We observe that in the positive cases where the entire dependency graph must be explored, we achieve (with 256 cores) speedups 32 and 52 for leader election with 9 and 10 processes, respectively. For ABP with buffer sizes 3 and 4 the speedups are 102 and 98, respectively. However we do see a relative high standard deviation for 8–32 cores if the run time is short. This is because the scheduler is not configured to ensure locality among NUMA nodes. Compared to the performance of CWB, we observe that on the smallest instances we need up to 64 cores in leader election and 16 cores in ABP to match the run time of CWB. However, on the next instance the run time of CWB is matched already by 8 and 2 cores, respectively. This demonstrates that the performance of our distributed algorithm considerably improves with the increasing problem size.

Table 2. Time is reported in seconds, RSD is the relative sample standard deviation in percentage and s/tv is the time spend per vertex in micro seconds.

In the negative cases, it is often enough to explore only a smaller portion of the dependency graph in order to provide a conclusive answer and here the on-the-fly nature of our distributed algorithm shows a real advantage compared to the global algorithms implemented in CWB. For on-the-fly exploration the search order is very important and we can note that increasing the number of cores does not necessarily imply that we can compute the fixed-point value for the root faster. Even though the algorithm scales still very well and with more cores explores a substantially larger part of the dependency graph, it may (by the combined search strategy of the workers) explore large parts of the graph that are not needed for finding the answer. For example in leader election for 10 processes, two cores produced a very successful search strategy that needed only 7.8 s to find the answer, however, increasing the number of cores led the search in a wrong direction.

Finally, results for checking the simulation preorder on the task graph benchmark can be seen in Table 3. As this is a large number of experiments requiring nontrivial time to run, we tested the scaling only up to 64 cores.

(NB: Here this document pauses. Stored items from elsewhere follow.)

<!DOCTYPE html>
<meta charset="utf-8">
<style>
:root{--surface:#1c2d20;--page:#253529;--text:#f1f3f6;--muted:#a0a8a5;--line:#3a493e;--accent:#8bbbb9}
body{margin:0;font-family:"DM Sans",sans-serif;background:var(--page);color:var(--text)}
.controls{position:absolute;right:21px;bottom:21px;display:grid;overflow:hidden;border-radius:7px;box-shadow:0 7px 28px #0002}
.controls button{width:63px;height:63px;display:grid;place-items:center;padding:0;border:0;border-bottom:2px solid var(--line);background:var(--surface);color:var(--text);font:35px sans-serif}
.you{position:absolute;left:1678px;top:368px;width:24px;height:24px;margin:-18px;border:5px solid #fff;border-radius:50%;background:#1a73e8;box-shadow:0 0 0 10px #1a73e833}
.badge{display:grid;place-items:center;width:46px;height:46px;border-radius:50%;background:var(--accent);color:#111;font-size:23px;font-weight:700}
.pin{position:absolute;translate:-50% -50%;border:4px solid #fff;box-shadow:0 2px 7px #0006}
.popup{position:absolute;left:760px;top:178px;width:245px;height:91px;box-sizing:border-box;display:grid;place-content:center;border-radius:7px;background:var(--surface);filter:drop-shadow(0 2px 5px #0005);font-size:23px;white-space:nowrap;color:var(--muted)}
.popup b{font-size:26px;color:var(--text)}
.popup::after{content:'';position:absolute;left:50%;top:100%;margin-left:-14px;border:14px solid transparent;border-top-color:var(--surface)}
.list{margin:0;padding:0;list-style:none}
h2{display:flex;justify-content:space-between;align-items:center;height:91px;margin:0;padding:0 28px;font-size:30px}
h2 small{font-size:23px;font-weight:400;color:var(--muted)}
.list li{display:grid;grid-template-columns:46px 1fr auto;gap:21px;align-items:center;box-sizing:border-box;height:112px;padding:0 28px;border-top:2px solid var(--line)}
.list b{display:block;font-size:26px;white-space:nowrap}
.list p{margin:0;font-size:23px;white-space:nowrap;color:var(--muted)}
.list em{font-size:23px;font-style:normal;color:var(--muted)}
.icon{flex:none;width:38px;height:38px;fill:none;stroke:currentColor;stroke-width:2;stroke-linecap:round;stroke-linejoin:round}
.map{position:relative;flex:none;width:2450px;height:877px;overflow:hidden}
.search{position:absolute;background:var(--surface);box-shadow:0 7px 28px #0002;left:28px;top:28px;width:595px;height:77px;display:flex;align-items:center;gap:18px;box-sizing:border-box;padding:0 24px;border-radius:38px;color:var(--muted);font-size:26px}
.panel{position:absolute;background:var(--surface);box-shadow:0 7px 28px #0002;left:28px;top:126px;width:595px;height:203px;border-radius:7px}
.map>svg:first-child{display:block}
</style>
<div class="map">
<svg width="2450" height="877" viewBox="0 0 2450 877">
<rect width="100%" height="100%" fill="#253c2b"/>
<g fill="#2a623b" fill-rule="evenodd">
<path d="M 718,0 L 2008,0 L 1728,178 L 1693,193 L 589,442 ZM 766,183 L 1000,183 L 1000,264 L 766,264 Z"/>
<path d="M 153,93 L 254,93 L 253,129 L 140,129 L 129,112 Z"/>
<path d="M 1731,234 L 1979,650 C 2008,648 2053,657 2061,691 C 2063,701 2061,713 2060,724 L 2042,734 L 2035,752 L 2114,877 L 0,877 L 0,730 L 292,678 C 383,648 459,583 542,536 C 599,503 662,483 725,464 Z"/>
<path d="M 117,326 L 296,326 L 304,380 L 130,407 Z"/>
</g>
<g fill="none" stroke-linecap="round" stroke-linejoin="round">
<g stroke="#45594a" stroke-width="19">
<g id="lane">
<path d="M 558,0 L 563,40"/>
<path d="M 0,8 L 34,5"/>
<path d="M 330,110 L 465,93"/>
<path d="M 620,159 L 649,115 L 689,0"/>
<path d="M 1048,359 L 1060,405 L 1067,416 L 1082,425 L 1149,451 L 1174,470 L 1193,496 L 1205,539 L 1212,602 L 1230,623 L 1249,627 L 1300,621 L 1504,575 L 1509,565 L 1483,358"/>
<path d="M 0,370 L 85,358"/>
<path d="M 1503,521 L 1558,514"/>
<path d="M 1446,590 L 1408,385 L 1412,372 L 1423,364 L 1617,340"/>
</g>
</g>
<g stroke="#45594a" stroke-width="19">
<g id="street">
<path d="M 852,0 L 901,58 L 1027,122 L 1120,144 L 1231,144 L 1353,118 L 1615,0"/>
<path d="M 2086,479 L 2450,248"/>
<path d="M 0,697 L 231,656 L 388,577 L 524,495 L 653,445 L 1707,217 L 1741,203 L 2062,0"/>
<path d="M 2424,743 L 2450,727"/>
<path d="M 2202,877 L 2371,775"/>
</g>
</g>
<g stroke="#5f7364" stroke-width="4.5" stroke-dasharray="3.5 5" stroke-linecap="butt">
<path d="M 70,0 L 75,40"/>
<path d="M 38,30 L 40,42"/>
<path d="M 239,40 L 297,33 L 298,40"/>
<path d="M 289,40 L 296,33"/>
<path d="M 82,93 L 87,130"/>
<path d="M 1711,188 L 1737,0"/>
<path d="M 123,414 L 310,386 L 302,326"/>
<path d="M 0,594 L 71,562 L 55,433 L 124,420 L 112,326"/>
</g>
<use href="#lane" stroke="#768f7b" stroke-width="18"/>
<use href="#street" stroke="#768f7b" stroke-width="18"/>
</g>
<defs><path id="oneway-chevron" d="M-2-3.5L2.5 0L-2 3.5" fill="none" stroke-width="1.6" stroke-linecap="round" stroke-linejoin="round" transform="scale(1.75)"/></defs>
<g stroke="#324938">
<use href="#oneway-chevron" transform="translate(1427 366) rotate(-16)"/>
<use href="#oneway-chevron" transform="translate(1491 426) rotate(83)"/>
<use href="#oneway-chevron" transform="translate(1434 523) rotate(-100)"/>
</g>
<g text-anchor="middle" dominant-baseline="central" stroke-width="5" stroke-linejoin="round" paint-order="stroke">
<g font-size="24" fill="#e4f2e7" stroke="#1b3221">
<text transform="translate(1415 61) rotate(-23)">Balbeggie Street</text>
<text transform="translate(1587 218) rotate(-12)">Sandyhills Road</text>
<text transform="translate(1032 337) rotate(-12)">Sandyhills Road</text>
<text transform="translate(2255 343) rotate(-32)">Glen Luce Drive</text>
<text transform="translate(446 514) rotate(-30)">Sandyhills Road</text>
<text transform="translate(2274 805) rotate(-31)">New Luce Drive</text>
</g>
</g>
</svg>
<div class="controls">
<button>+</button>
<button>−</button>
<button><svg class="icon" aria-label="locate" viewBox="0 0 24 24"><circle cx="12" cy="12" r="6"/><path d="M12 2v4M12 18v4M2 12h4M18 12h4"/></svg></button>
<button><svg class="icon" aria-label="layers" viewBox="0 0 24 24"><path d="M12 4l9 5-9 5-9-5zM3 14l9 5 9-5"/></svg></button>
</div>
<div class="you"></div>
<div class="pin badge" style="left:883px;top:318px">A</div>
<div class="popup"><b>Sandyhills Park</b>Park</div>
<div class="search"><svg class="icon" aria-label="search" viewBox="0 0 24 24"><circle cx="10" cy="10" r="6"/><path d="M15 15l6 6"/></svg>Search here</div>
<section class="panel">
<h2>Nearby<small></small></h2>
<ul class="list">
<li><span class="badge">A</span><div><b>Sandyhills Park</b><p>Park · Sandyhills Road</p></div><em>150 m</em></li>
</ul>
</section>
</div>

We queried whether all the tasks in the task graph (or rather their initial prefixes) can be completed within 25 time units. Out of the 180 task graphs, 61 of them are solvable in one hour (and 34 of them are schedulable while 27 are not schedulable). As CWB does not support simulation preorder, the weaker trace inclusion property is used but CWB cannot solve any of the task graphs within one hour. We achieve an average 25 times speedup using 64 cores, both for the positive and negative cases, showing a very satisfactory performance on this large collection of experiments.

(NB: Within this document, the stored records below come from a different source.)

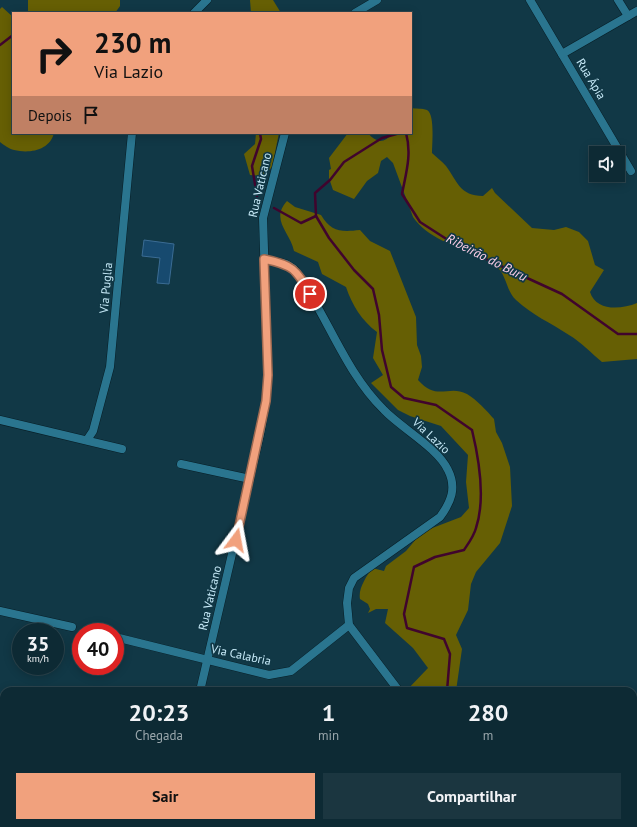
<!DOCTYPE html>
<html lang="pt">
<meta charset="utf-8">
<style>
:root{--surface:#0d2a34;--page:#1b3640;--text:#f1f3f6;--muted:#9aa7ac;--line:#2d464f;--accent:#f1a17d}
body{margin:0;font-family:"PT Sans",sans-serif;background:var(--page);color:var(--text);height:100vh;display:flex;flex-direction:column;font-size:15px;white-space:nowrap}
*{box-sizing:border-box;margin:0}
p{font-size:13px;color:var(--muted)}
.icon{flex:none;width:22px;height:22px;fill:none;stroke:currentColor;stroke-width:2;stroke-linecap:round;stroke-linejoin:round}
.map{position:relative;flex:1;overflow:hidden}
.panel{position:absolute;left:0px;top:687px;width:637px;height:140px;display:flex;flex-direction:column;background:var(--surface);border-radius:12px 12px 0 0;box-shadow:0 2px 10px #0003,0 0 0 1px var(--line)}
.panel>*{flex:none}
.top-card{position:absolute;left:12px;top:12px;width:400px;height:122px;border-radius:0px;box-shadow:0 2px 10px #0003,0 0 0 1px var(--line);background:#f1a17d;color:#111;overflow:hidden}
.controls{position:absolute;left:589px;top:146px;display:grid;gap:8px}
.controls a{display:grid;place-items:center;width:36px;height:36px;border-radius:0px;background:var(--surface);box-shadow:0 2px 10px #0003,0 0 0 1px var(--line);font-size:20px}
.speed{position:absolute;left:12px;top:623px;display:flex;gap:8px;font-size:20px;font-weight:700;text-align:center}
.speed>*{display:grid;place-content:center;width:52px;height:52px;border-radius:50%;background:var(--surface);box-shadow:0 2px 10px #0003,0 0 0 1px var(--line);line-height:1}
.speed small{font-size:10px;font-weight:400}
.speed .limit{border:6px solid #d22;background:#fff;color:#111}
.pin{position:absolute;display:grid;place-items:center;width:34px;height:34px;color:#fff;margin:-17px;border:2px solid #fff;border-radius:50%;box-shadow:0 1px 4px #0007}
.me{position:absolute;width:44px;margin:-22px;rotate:13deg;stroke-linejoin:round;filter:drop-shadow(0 0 3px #0008)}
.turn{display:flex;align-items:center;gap:14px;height:84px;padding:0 16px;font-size:18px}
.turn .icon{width:52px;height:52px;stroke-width:2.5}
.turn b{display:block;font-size:28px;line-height:34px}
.then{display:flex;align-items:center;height:38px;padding:0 16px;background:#0003;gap:8px;font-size:15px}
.eta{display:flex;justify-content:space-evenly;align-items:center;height:68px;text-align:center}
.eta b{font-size:24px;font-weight:600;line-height:28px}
.primary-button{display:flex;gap:8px;margin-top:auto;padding:8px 16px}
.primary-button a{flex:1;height:46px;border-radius:0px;background:var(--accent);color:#111;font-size:16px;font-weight:600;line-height:46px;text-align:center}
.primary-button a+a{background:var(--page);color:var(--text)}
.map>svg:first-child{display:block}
.forest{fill:#665f04}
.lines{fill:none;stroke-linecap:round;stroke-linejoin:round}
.stream{stroke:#40042d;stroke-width:2.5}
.building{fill:#174a6f;stroke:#3b6c94}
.minor-casing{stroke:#071e26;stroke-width:9}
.minor{stroke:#2a758f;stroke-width:8}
.route-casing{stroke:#9d6951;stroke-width:10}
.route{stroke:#f1a17d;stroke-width:7}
.labels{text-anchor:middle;stroke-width:3.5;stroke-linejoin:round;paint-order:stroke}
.street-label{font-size:12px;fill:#c7eaf8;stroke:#113846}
.water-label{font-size:13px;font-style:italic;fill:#fecfe9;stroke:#113846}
</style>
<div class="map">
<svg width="637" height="827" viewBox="0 0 637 827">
<rect width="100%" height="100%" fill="#113846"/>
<g class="forest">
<polygon points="28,0 120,0 120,6 115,13 28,13"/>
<polygon points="250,0 273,0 281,13 251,13"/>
<path d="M2,7L13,17V133H54C50,150 30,154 14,150C9,149 4,145 0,142V9Z"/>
<path d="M411,108C416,109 422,108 427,110C435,114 432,144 432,153C436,157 442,161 446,166C457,181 460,196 483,196L492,188L495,193L532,228L554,230L566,227L579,232L588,241L595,265L604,270L590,292C596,311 620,310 637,303V359L602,362C591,353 581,342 569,335C551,323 532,315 516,300C506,291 507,275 496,266C471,248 431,244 413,217L393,163L387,157L381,161L378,173L367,181L354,199L333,190L329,178V170L331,169L329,158L348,133H368C376,143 384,144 393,133H411Z"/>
<polygon points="256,133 279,133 272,167 263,176 250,175 244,154 255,144"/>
<path d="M287,201L295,207L321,215C331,232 341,232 360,230L370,241L390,251L416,317L417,345L421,356L422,367L418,380C438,402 448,384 467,394C477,400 487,411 494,419L496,432L502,443L510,467L512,506L500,543L476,572L471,584L468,610L456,635L462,649L456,691H406L428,668L413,648L385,623L388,609H376L368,613L370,609L368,604L360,599C358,589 366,577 372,568L384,571L386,566L406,551L422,532L461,517L469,508L466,482L468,455L441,426L410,416L398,410L371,383L383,375L373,358L377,332C362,321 352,305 346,287L322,274L318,262L294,251C290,232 270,220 287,201Z"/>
<polygon points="388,823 503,823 502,827 385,827"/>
</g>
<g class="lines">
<g class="stream">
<polyline points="0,45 13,35"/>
<path d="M400,133L382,138L344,162L330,180L315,193L316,216L329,238L354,270L373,289L379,315L382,350L391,387L404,398L436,405L472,430C479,459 486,498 476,528C474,536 468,544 464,550L435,557L414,567L404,614L407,628L444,639L450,654L447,691"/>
<path d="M406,133C412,154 406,173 402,194L420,222L448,240L490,261L562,294L618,334H637"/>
<polyline points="257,196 252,166 261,139 260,133"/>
<polyline points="274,208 301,223 316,216"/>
<polyline points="459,827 460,823"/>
</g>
</g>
<polygon class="building" points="144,240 174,244 169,284 157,283 160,258 142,256"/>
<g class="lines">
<g class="minor-casing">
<g id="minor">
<polyline points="530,0 631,171"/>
<polyline points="618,0 628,16"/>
<polyline points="194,13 207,0"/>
<polyline points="355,13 377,0"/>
<polyline points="562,54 637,11"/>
<path d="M264,259L286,264L294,269C327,314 344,371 384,410C401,428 438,448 448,470C457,488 451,502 440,517L354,578L349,588L347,603L349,625L399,691"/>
<polyline points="0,420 122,449"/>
<polyline points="87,440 93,431 110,367 132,133"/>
<polyline points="181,464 250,479"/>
<polyline points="0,611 72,627"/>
<polyline points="115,637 269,675 291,671 349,625"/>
<polyline points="200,691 260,434 266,401 268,375 263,218 285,133"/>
<polyline points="90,823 106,827"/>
<polyline points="168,827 169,823"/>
<polyline points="331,827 337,823"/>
</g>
</g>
<use href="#minor" class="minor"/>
</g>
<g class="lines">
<g class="route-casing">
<path id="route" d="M236,540L266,401L268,375L264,259C293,265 296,269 310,294"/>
</g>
<use href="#route" class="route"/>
</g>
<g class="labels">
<g class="street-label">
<text transform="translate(591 79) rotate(59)" y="4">Rua Ápia</text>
<text transform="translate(260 185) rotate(-77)" y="4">Rua Vaticano</text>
<text transform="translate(106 288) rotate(-85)" y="4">Via Puglia</text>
<text transform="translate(431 436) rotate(43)" y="4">Via Lazio</text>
<text transform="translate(210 598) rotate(-77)" y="4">Rua Vaticano</text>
<text transform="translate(241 655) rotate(12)" y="4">Via Calabria</text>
</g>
<g class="water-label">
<text transform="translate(487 257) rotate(27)" y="5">Ribeirão do Buru</text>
</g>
</g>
</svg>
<div class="controls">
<a><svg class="icon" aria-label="sound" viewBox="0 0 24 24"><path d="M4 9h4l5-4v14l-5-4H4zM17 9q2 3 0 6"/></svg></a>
</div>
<div class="speed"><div>35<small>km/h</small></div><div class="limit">40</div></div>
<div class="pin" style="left:310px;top:294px;background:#d93025"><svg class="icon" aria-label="arrive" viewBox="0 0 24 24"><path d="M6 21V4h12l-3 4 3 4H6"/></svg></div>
<svg class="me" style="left:236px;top:540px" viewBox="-20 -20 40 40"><path d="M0-17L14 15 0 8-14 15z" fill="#f1a17d" stroke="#fff" stroke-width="4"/></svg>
<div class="top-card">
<div class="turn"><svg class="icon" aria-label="right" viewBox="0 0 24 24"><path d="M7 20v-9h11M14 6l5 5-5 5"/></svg><div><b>230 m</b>Via Lazio</div></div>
<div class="then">Depois<svg class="icon" aria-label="arrive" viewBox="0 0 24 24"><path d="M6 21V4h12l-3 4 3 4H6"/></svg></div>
</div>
<section class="panel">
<div class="eta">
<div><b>20:23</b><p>Chegada</p></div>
<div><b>1</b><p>min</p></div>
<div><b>280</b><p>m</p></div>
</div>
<div class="primary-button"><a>Sair</a><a>Compartilhar</a></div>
</section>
</div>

Table 3. Number of solved task graphs within 1 h for all, positive and negative instances. The accumulated average time (AAT) is projected on 9 task graphs that 1 core is able to solve between 20 min and 1 h.

5 Conclusion

We presented a distributed algorithm for computing fixed points on dependency graphs and showed on weak bisimulation/simulation checking between CCS processes that, even though the problem is in general P-hard, we can in many cases obtain reasonable speed-ups as we increase the number of cores. Our algorithm works on-the-fly and hence for the cases where only a small portion of the dependency graphs needs to be explored to provide the answer, we perform significantly better than the global algorithms implemented in the CWB tool. Compared to CWB we also scale better with the increasing instance sizes, even for the cases where the whole dependency graph must be explored. The advantage of our approach based on dependency graphs is that we provide a general distributed algorithm and its efficient implementation that can be directly applied also to other problems like e.g. model checking—most importantly without the need of designing and coding specific single-purpose distributed algorithms for the different applications. In our future work we plan to look into finding better parallel search strategies that will allow for early termination in the cases where the fixed-point value of the root is 1 and also terminating the parallel search of the graph once we know that the exploration is not needed any more.